Missing data lecture 3
Imputation
It makes a good bit of sense to fill in missing values with some sort of estimate of the missing values. There are myriad ways to fill in unknown values with imputations.
The first way to fill in missing values we’ll cover are single imputation methods, whereby we fill in each missing value with one value. The values of the missing observations can be generated from an explicit model or an implicit model. We’ll demonstrate our methods on the following example dataset.
In the example shown in Figure 1, \(n=500\) values of \(Y_1, Y_2\) are a sample from a bivariate normal distribution; each random variable is marginally distributed as standard normal (i.e. mean \(0\) and variance equal to \(1\)), with covariance equal to \(\sqrt{0.5}\). The green values in Figure 1 are observed, while the red values are missing. Visually, we can see that the values are not missing completely at random because a preponderance of values are missing from the bottom left quadrant of the plot.

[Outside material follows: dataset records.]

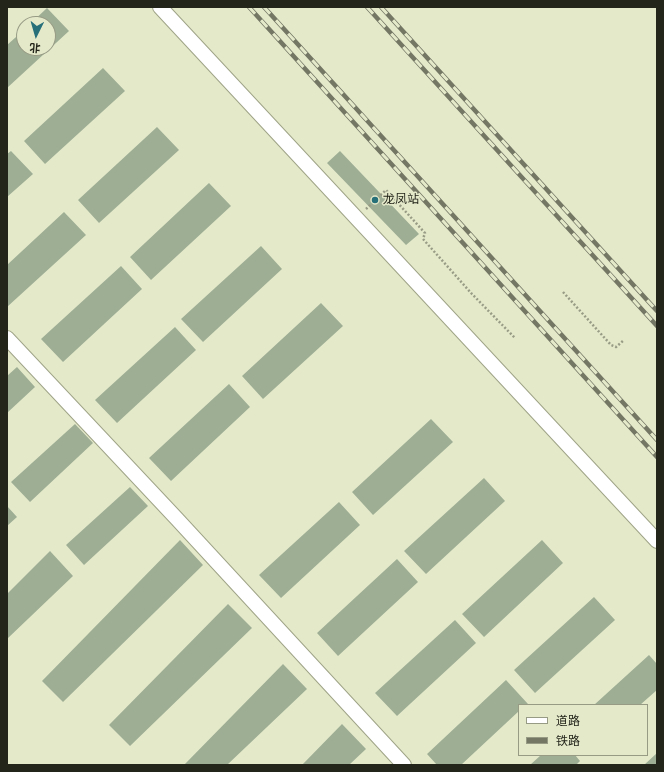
<!DOCTYPE html>
<html>
<head>
<meta charset="utf-8">
<style>
  body { margin:0 }
  #map { position:relative; width:664px; height:772px; overflow:hidden; background:#e4e9ca; font-family:Signika,"Noto Sans SC",sans-serif }
  canvas { display:block }
  .frame { position:absolute; inset:0; border:8px solid #23251a; pointer-events:none }
  .legend { position:absolute; left:518px; top:704px; width:130px; height:52px; box-sizing:border-box; background:#e4e9ca; border:1px solid #979b84; margin:0; padding:5px 7px; list-style:none; font-size:12px; color:#23251a }
  .legend li { display:flex; align-items:center; gap:8px; height:20px }
  .legend b { width:20px; border:1px solid #979b84 }
  .north { position:absolute; left:16px; top:16px; width:40px; height:40px; box-sizing:border-box; background:#e4e9ca; border:1px solid #979b84; border-radius:50%; rotate:185deg; font-size:11px; font-weight:700; line-height:16px; text-align:center; color:#23251a }
  .north::after { content:''; display:block; margin:auto; width:14px; height:18px; background:#27707a; clip-path:polygon(50% 0,100% 100%,50% 72%,0 100%) }
</style>
</head>
<body>
<div id="map">
<canvas width="664" height="772"></canvas>
<div class="frame"></div>
<ul class="legend">
<li><b style="height:5px;background:#fff"></b>道路</li>
<li><b style="height:5px;background:#747764"></b>铁路</li>
</ul>
<div class="north">北</div>
</div>
<script>
const context = document.querySelector('canvas').getContext('2d');
context.lineJoin = 'round';
function fill(path, color) {
  context.fillStyle = color;
  context.fill(path, 'evenodd');
}
function stroke(path, color, width, dash) {
  context.strokeStyle = color;
  context.lineWidth = width;
  context.lineCap = dash ? 'butt' : 'round';
  context.setLineDash(dash || []);
  context.stroke(path);
}
function label(font, color, halo, rows, align = 'center') {
  context.font = font + ' Signika,"Noto Sans SC",sans-serif';
  context.lineWidth = 3;
  context.setLineDash([]);
  context.textBaseline = 'middle';
  context.strokeStyle = halo;
  context.fillStyle = color;
  for (const [text, x, y, turn = 0] of rows) {
    context.save();
    context.translate(x, y);
    context.rotate((+turn || 0) * Math.PI / 180);
    context.textAlign = isNaN(turn) ? turn : align;
    if (halo) context.strokeText(text, 0, 0);
    context.fillText(text, 0, 0);
    context.restore();
  }
}
fill(new Path2D(`
  M47 8 69 31 7 88V45L24 30V48H48V24H30Z
  M103 68 125 91 45 164 24 141Z
  M157 127 179 150 99 223 78 200Z
  M11 151 33 174 7 197V154Z
  M340 151 419 234 406 245 327 163Z
  M209 183 231 206 151 280 130 257Z
  M64 212 86 235 7 307V265Z
  M261 246 282 269 203 342 181 319Z
  M121 266 142 289 63 362 41 339Z
  M321 303 343 326 263 399 242 376Z
  M175 327 196 350 117 423 95 400Z
  M17 367 35 387 7 413V376Z
  M229 384 250 407 171 481 149 458Z
  M431 419 453 442 373 515 352 492Z
  M75 424 93 443 30 502 11 482Z
  M484 478 505 501 426 574 404 551Z
  M130 487 148 506 84 565 66 545Z
  M339 502 360 525 281 598 259 575Z
  M7 506 17 517 7 526Z
  M180 540 203 565 63 702 42 681Z
  M542 540 563 563 484 637 462 614Z
  M50 551 73 576 7 639V594Z
  M397 559 418 582 338 656 317 633Z
  M594 597 615 620 535 693 514 670Z
  M228 604 252 628 130 746 109 725Z
  M455 620 476 643 397 716 375 693Z
  M649 655 657 664V690L640 705H594Z
  M283 664 307 689 227 765H184Z
  M506 680 528 704 526 705H519V711L461 765H437L427 754Z
  M342 724 366 749 349 765H302Z
  M657 753V765H644Z
  M541 755H575L580 761 576 765H530Z`), '#9eae94');
const minor = new Path2D(`
  M160 7 657 541
  M7 338 177 519 404 765`);
stroke(minor, '#9fa487', 16);
stroke(new Path2D(`
  M366 209 386 190 425 233 423 239 472 294 515 338
  M563 292 611 345 616 347 624 340`), '#999c85', 2.5, [2, 2]);
stroke(minor, '#fff', 14);
const rail = new Path2D(`
  M249 7 657 457
  M264 7 657 440
  M367 7 657 326
  M381 7 657 311`);
stroke(rail, '#747764', 4.5);
stroke(rail, '#e4e9ca', 3, [9]);
for (const [x, y, r, color] of [
  [375,200,4,"#27707a"]
]) {
  const dot = new Path2D();
  dot.arc(x, y, r, 0, 2 * Math.PI);
  context.fillStyle = color;
  context.fill(dot);
  stroke(dot, '#e4e9ca', 1.5);
}
label('12px', '#23251a', '#e4e9ca', [
  ["龙凤站",383,200]
], 'left');
</script>
</body>
</html>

Single imputation methods are akin to poststratified estimators:
\[ \begin{aligned} \bar{y}^\mathrm{ps} & = \sum_{x \in \mathcal{X}} (\bar{y}_x^{\mathrm{res}} p_x + \mu(x, \hat{\gamma})(1 - p_x)) \frac{N_x}{N} \end{aligned} \] The estimator \(\bar{y}^{\mathrm{ps}}\) replaces all responses within a certain value of \(x\) that are unobserved with \(\mu(x,\hat{\gamma})\).
This seems like a good approach at first because we’re taking into account the model for \(Y_i \mid X_i = x\) when doing our imputation. The downside is that we’re understating uncertainty in our resulting estimator because all values lie exactly on the regression function.
Figure 2 shows conditional mean imputation applied to the dataset above. The bright red dots are imputed data.
The imputations don’t fit with the rest of the points because they lie directly on the regression line.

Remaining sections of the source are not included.